ABSTRACT
Purpose:
We assessed the antiemetic effect of transcutaneous electrical nerve stimulation (TENS) and whether an ondansetron-TENS combination has a stronger antiemetic effect in patients receiving chemotherapy.
Methods:
Two study groups were formed from 14 testis tumor patients scheduled for BEP (Bleomycin, Etoposide, Cisplatin) chemotherapy and 11 urinary bladder tumor patients scheduled for MVEC (Methotrexate, Vinblastine, Epirubicin, Cisplatin) chemotherapy. For three cycles of each chemotherapy regimen, TENS, ondansetron or ondansetron+TENS was applied randomly to each patient as an antiemetic therapy.

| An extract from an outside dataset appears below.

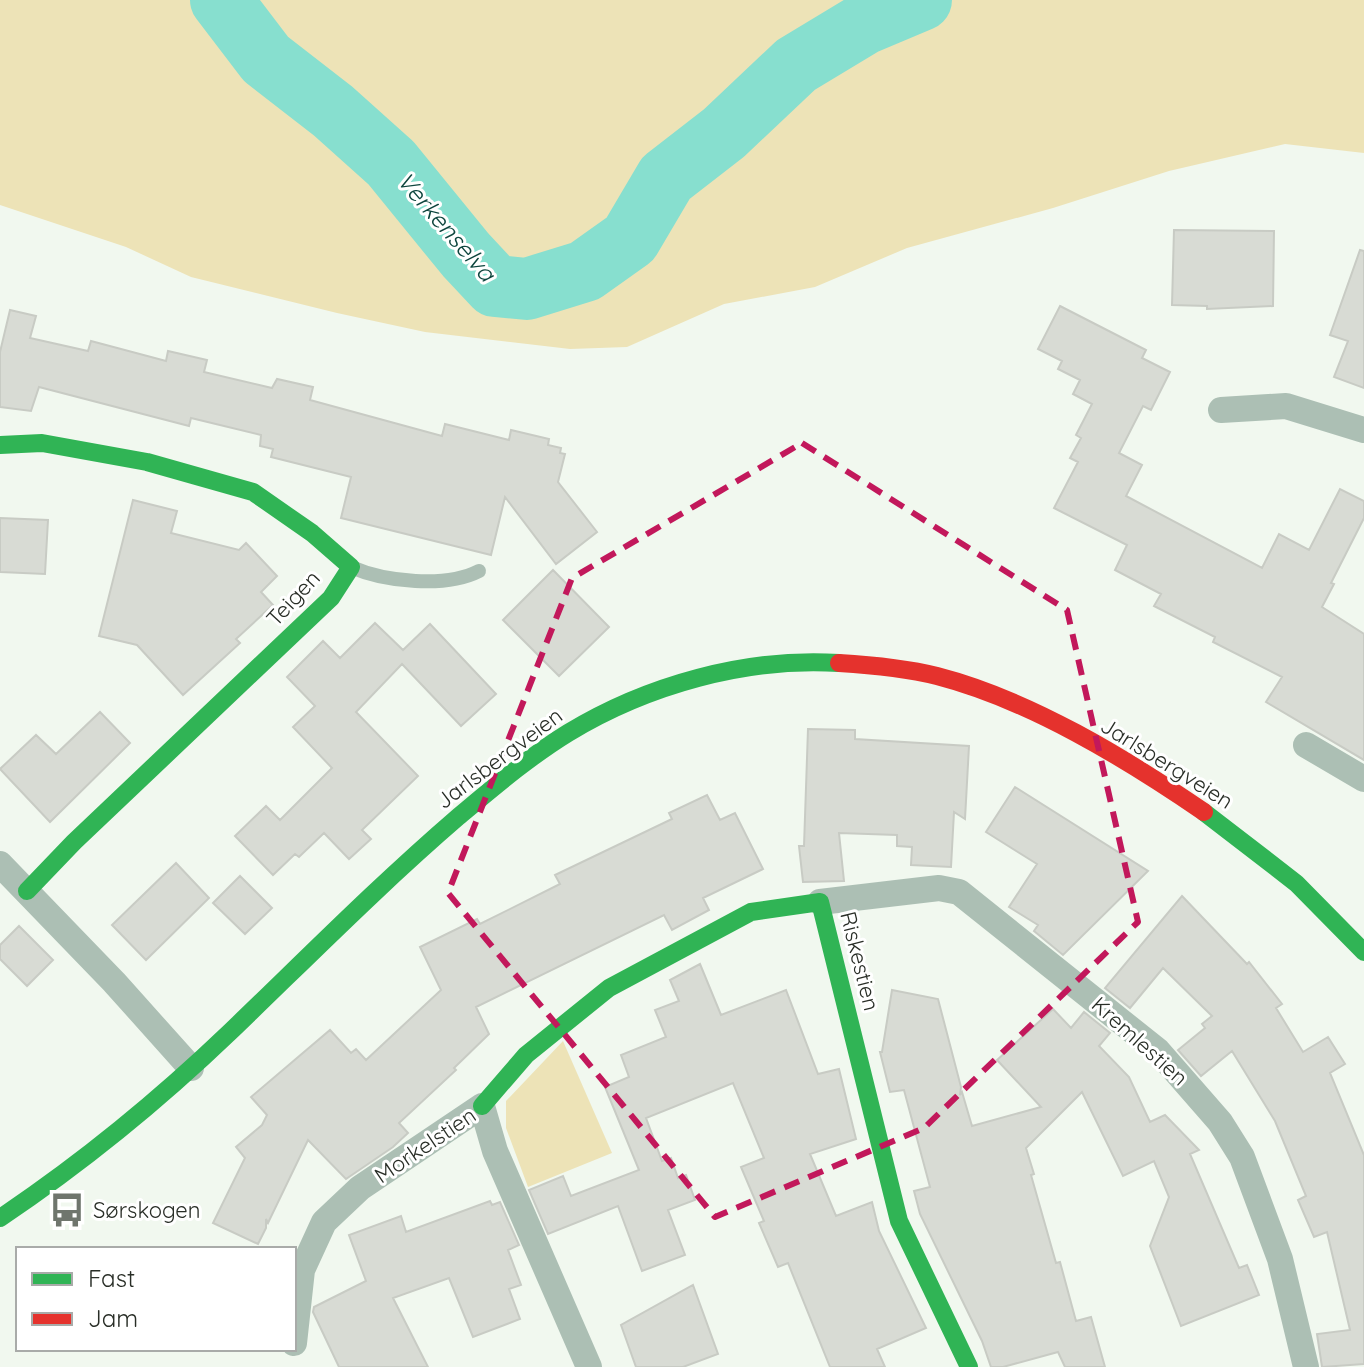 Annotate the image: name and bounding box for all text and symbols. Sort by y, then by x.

Patients were asked to grade their nausea using a zero to ten scale during this therapy. In addition, the antiemetic attacks of each patient were registered.
Results:
The ondansetron+TENS combination was significantly more effective than TENS and ondansetron alone for reducing nausea and preventing emetic attacks in both groups (p<0.05). Assessment of response to antiemetic therapy within groups with a chi-square test revealed that ondansetron alone was more effective than TENS alone; similarly, ondansetron+TENS was found to be more effective than ondansetron alone in both groups. This difference was statistically significant for both groups (p<0.05).
Conclusion:
Ondansetron used alone has an acceptable antiemetic effect. TENS used alone has a minor antiemetic effect but TENS added to ondansetron is the most effective therapy preventing nausea and emetic attacks caused by chemotherapy.